Какой образ, а? «Голову положив на рычаг, крепко спит телефонная трубка…» Старик, как тонко, ты не находишь? Генка тогда все спрашивал и спрашивал, восхищался. Робка и думать уже об этом забыл, а Генка как-то привел к ним ее, Беллу. Ту, которая эти стихи написала. Она была тогда моложе всех их лет на пять, восемнадцатилетняя, чуть полненькая, но очень необычной внутренней тонкости и с толстой черной косой, закрепленной на голове, как корона. И сама вся изысканная, не от мира сего, с едва заметной азиатчиной, с чуть грустными уголками губ и чуть раскосыми глазами, смотрящими поверх тебя, не останавливающимися ни на чем, просто открытыми. Ходила, закладывая руки за спину, по-мальчишески поводя плечами, внимательно рассматривала все вокруг и часто начинала фразу со слова «увы». Говорила витиевато и удивленно, словно сама боялась потерять нить. Он сильно тогда повелся, и влюбился, и восторженно говорил ей, размахивая руками и требуя поддержки окружающих: «Ты же произведение искусства, тебя надо в музее держать, под стеклом!» Она улыбалась загадочно и отвечала, чуть округляя букву «р»: «Увы, я зачахну, мне рано пока под стекло». Потом уехал с ней в Алупку, хотел сделать Белле подарок – та никогда не видела моря. Поехали, а после Генка, загорелый и счастливый, рассказывал Робке с Аллой, какое это было удивительное путешествие: море – удивительное, персики – удивительные, вино – удивительное, ночи – удивительные. Просто рядом была она, на тот момент единственная, но по-настоящему удивительная женщина. Она нечасто приходила во двор – нет, не каждый день, но захаживала, всегда была изысканна, чуть отдельна, чуть надменна или слишком робка, эти качества в ней переплетались, чуть сдержанна, особняком, лишь загадочно улыбалась. На свадьбу пришла, а как же, обязательно, ведь уже была Генкина.

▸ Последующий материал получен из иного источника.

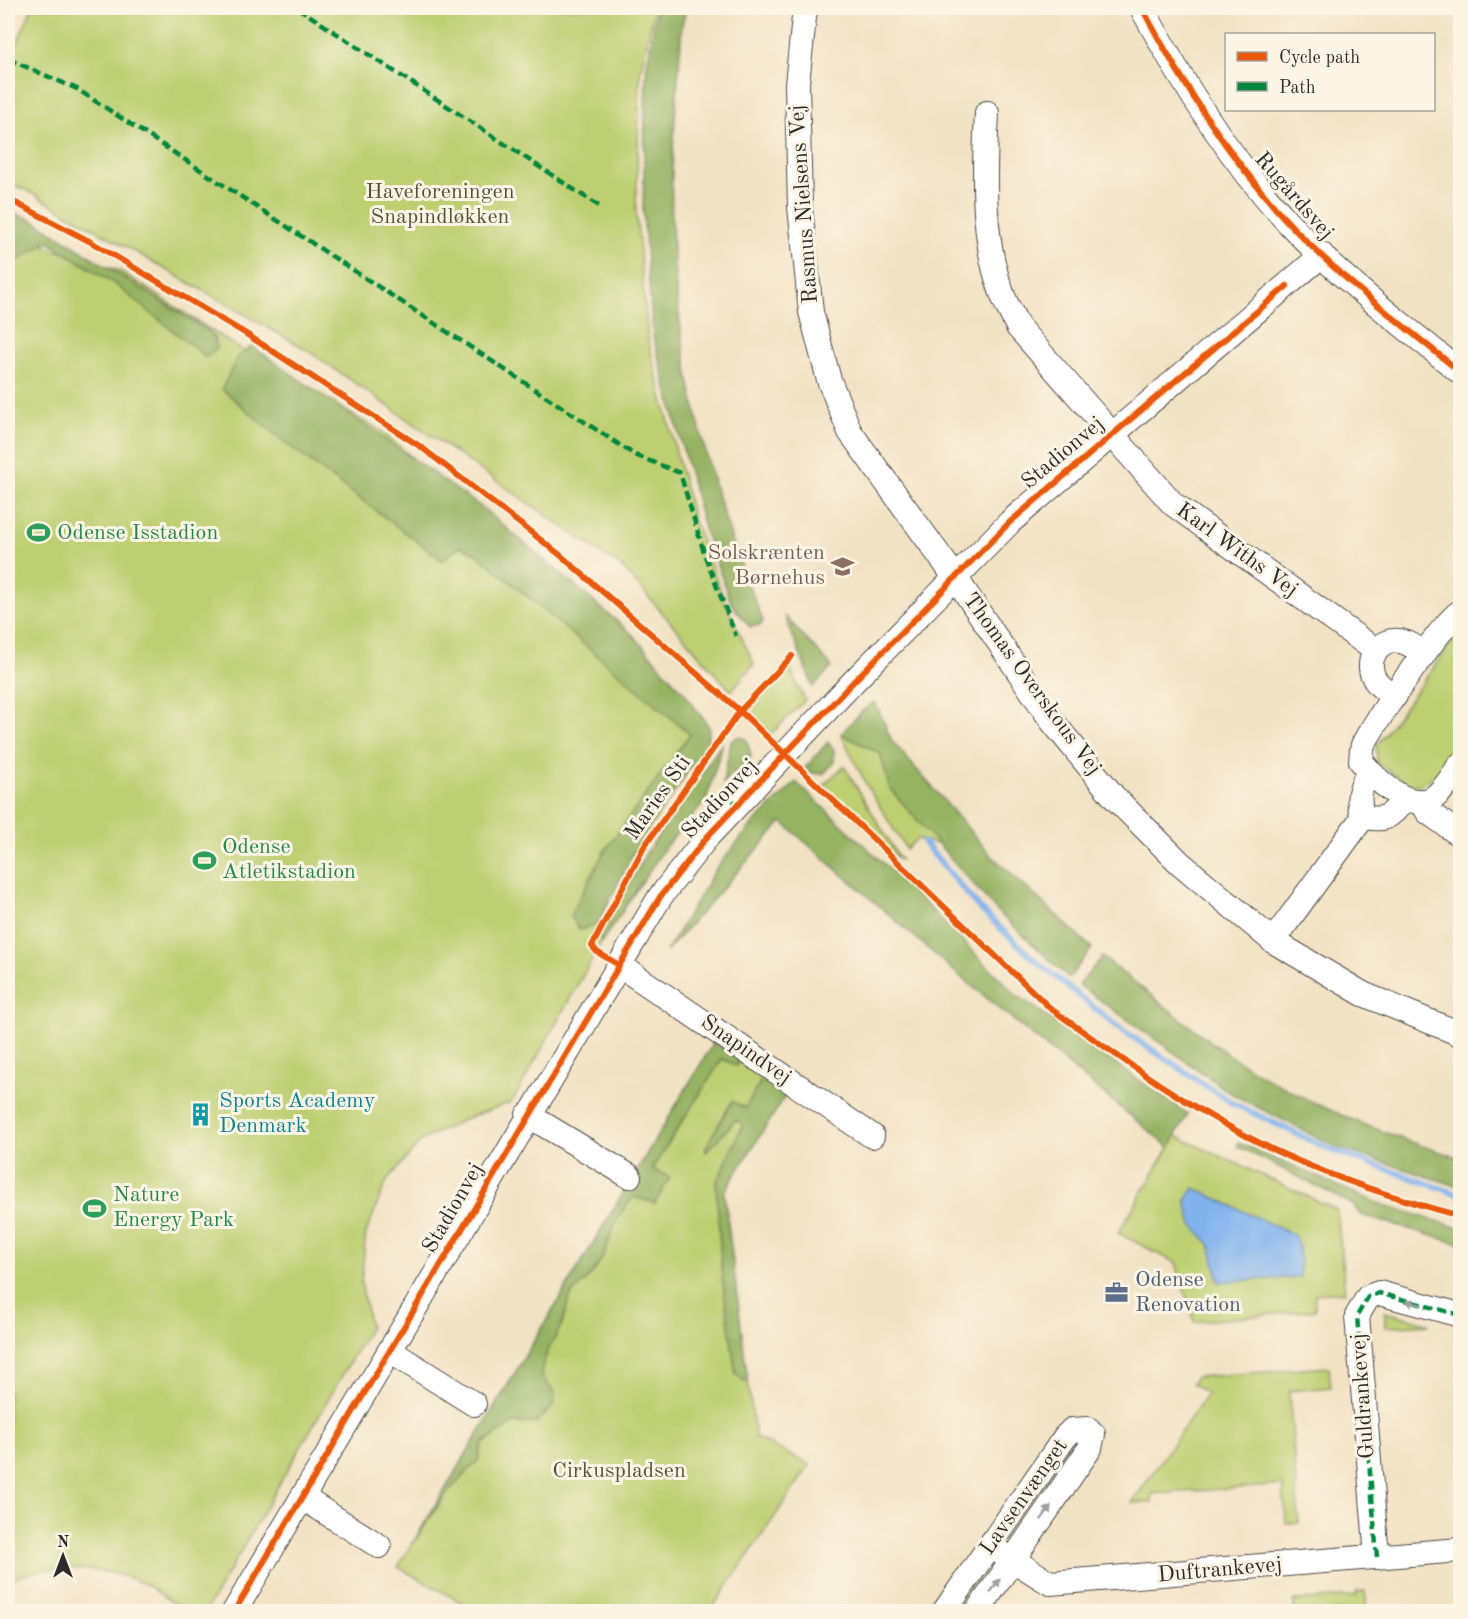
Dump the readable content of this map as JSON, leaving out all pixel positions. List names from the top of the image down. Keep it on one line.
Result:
{"streets":{"street":["Rugårdsvej","Rasmus Nielsens Vej","Stadionvej","Karl Withs Vej","Thomas Overskous Vej","Snapindvej","Guldrankevej","Lavsenvænget","Duftrankevej"],"cycle path":["Maries Sti"]},"crossings":[["Rugårdsvej","Stadionvej"],["Rasmus Nielsens Vej","Stadionvej"],["Rasmus Nielsens Vej","Thomas Overskous Vej"],["Stadionvej","Karl Withs Vej"],["Stadionvej","Thomas Overskous Vej"],["Stadionvej","Snapindvej"],["Guldrankevej","Duftrankevej"],["Lavsenvænget","Duftrankevej"]],"parks":["Haveforeningen Snapindløkken","Cirkuspladsen"],"places":{"sports":["Odense Isstadion","Odense Atletikstadion","Nature Energy Park"],"school or university":["Solskrænten Børnehus"],"building":["Sports Academy Denmark"],"office":["Odense Renovation"]},"legend":["Cycle path","Path"],"north":"top"}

Геночка на свадьбу в подарок, так сказать, привел молодого и талантливого Евгения Ветошенко, немного надменного и осознающего собственную значимость. Он пил и читал свои стихи, многозначительно поглядывая на гостей. И Белла стала читать, когда уже все вышли покурить на улицу. Сначала молча постояла у входа в подвал, задрав голову вверх, словно рассматривала там что-то между Марсом и Луной, что-то такое важное и известное только ей одной. Потом разомкнула руки за спиной и скрестила их за головой, чуть откинув ее и поддерживая. Так и стояла, читая вверх и вперясь взглядом в небо, словно стихи были написаны где-то там, на облаках, на высоте.

Лидка, счастливая и раскрасневшаяся, внесла в комнату старинное кузнецовское блюдо с гусем и поставила прямо перед Светловым.

– Михал Аркадьич, давайте под гусика выпьем с вами холодной водочки за молодых!

– Должен вам признаться, дорогая Лидия Яковлевна, что никто еще не ставил передо мной такой оптимистической задачи, – лукаво улыбнулся Светлов и встал, наполнив рюмку. – Ну что, скелетушка ты моя, – Светлов только так и называл Аллу. – Буду пить за ваше счастье. Когда соединяются такие люди, помимо детей должны народиться очень хорошие стихи. Оба молодые, оба талантливые, красивые, творческие, настоящие – для начала очень даже неплохо! Как оно пойдет – от вас зависит! Желаю, чтоб пошло, поехало, помчалось! Чтоб не остановить! За вас, ребята! Горько!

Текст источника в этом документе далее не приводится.